Individual builders can tolerate a level of "it works, ship it" because the consequences are contained. When those applications handle your organisation's data, your clients' data, or your employees' data, "it works" isn't the bar you should be aiming for.
So what should you actually do about it?
If you've read this far and your instinct is "right, we need to ban these tools," I'd push back on that. Banning them doesn't work: people will use them anyway, and you'll just lose visibility of what's being built. More importantly, these tools genuinely do offer something valuable. The ability for non-technical people to build working solutions to real problems is worth having. The question is how you do it safely.
The key principles aren't complicated.
Do your due diligence on the platforms. Before anyone builds anything, understand the terms. Where does data go? Can you opt out of it being used for training? What jurisdiction is it stored in? This is a one-time exercise per platform, not a burden on every individual builder. Do it once, make a clear decision, and communicate it.
Classify what's being built by risk. Not every application needs the same oversight. A tool that tracks meeting room bookings is different from one that handles client data. A simple tiering system (based on what data the application handles and what the consequences would be if something went wrong) tells you how much scrutiny each project needs. The meeting room tool might need a quick check. The HR onboarding app needs a proper review.
Assign technical oversight proportionate to the risk. This doesn't mean an engineer needs to write every line of code: that defeats the entire point.

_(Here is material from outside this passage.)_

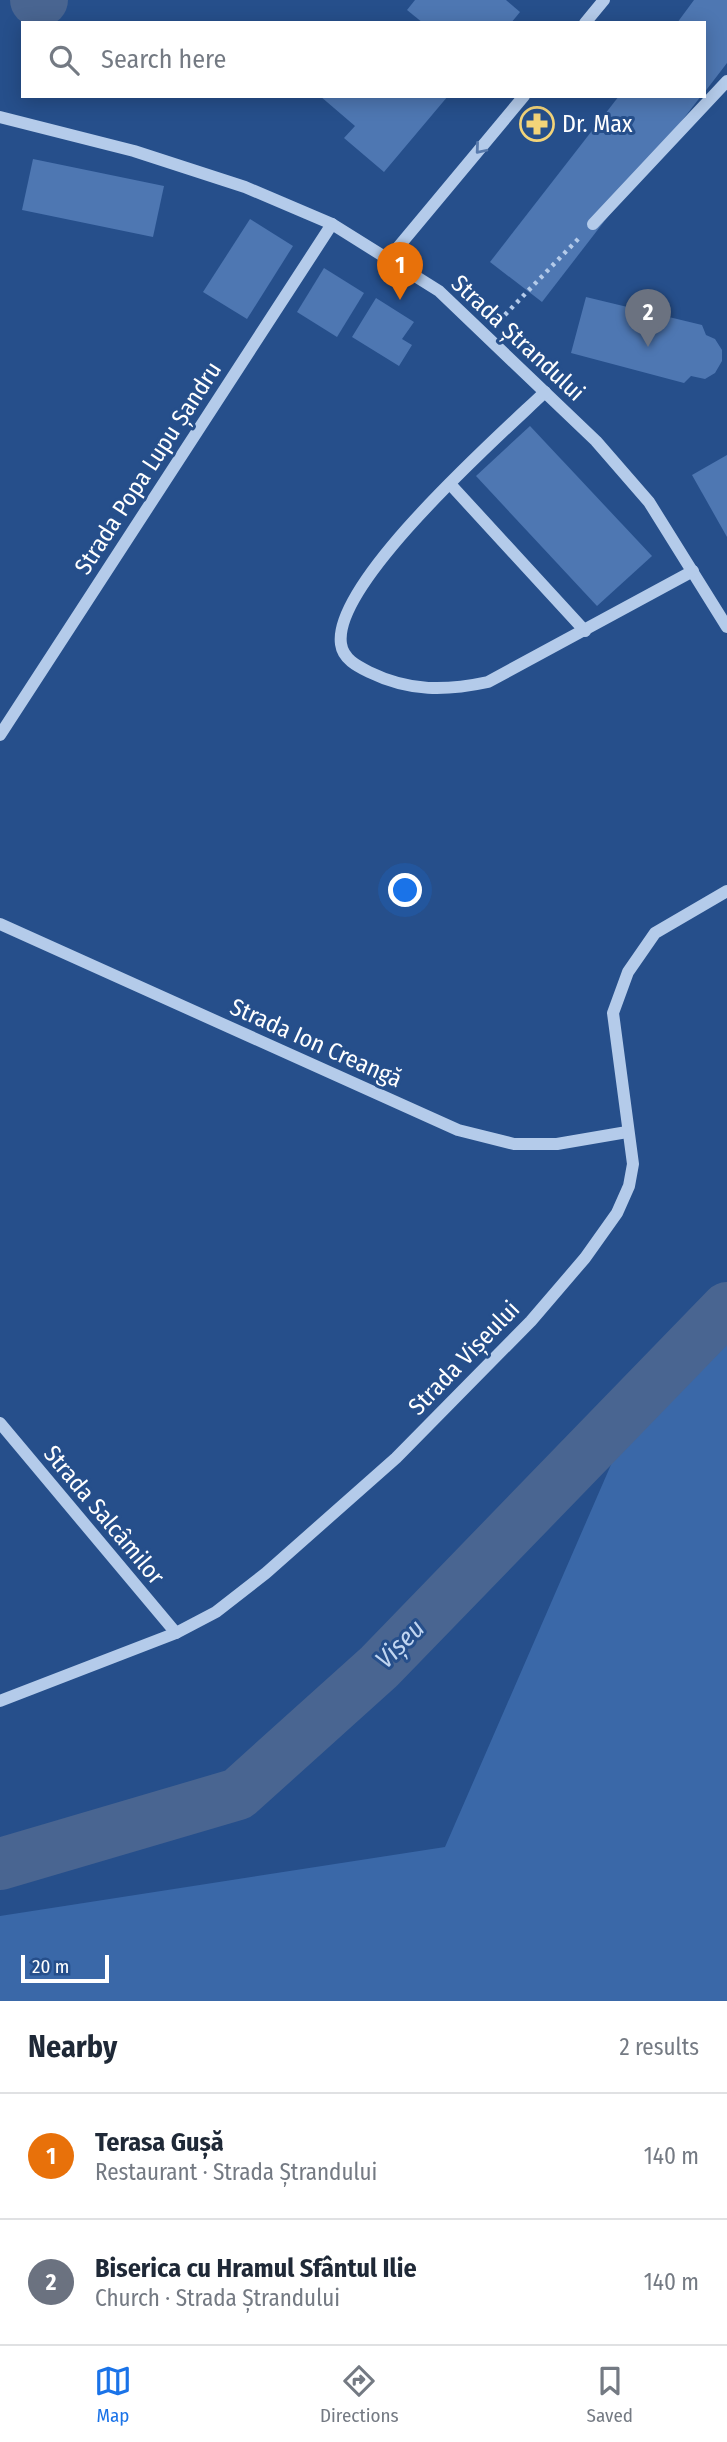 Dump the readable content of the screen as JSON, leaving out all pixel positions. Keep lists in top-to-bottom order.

It means someone with technical expertise is available to review security-critical features, advise on architecture decisions, and spot the gaps the AI leaves. Think of it like having a mechanic check a car you've built yourself. You did the work. They make sure it's roadworthy.
Know what exists. Maintain a register of what's been built, who built it, what data it handles, and where it's deployed. This sounds bureaucratic, and I won't pretend it's anyone's favourite task. But when someone leaves the organisation, or when you need to respond to a data subject access request, or when a security incident requires you to understand what systems exist, you'll be glad you know.
The framing matters here. This isn't governance as friction. It's governance as the thing that turns an exciting but risky experiment into a genuine organisational capability. Done well, it means more people can build, not fewer, because the guardrails are in place to let them do it safely.
The bigger picture
Paul's been writing this month about technological literacy as an individual skill: the willingness to pick up a tool, build something, break it, and keep going. He's right about that, and his honesty about what it actually costs has been a welcome counterpoint to the "build a SaaS in eleven minutes" crowd.
But there's an organisational dimension too. The organisations that get the most from this wave of AI-powered building won't be the ones that ban it, and they won't be the ones that let it happen unchecked. They'll be the ones that create the conditions (the governance, the oversight, the culture) for people to build safely.
Individual technological literacy is a willingness to be bad at something in public. Organisational technological literacy is the maturity to say: we want our people to build, and we're going to make sure they can do it well.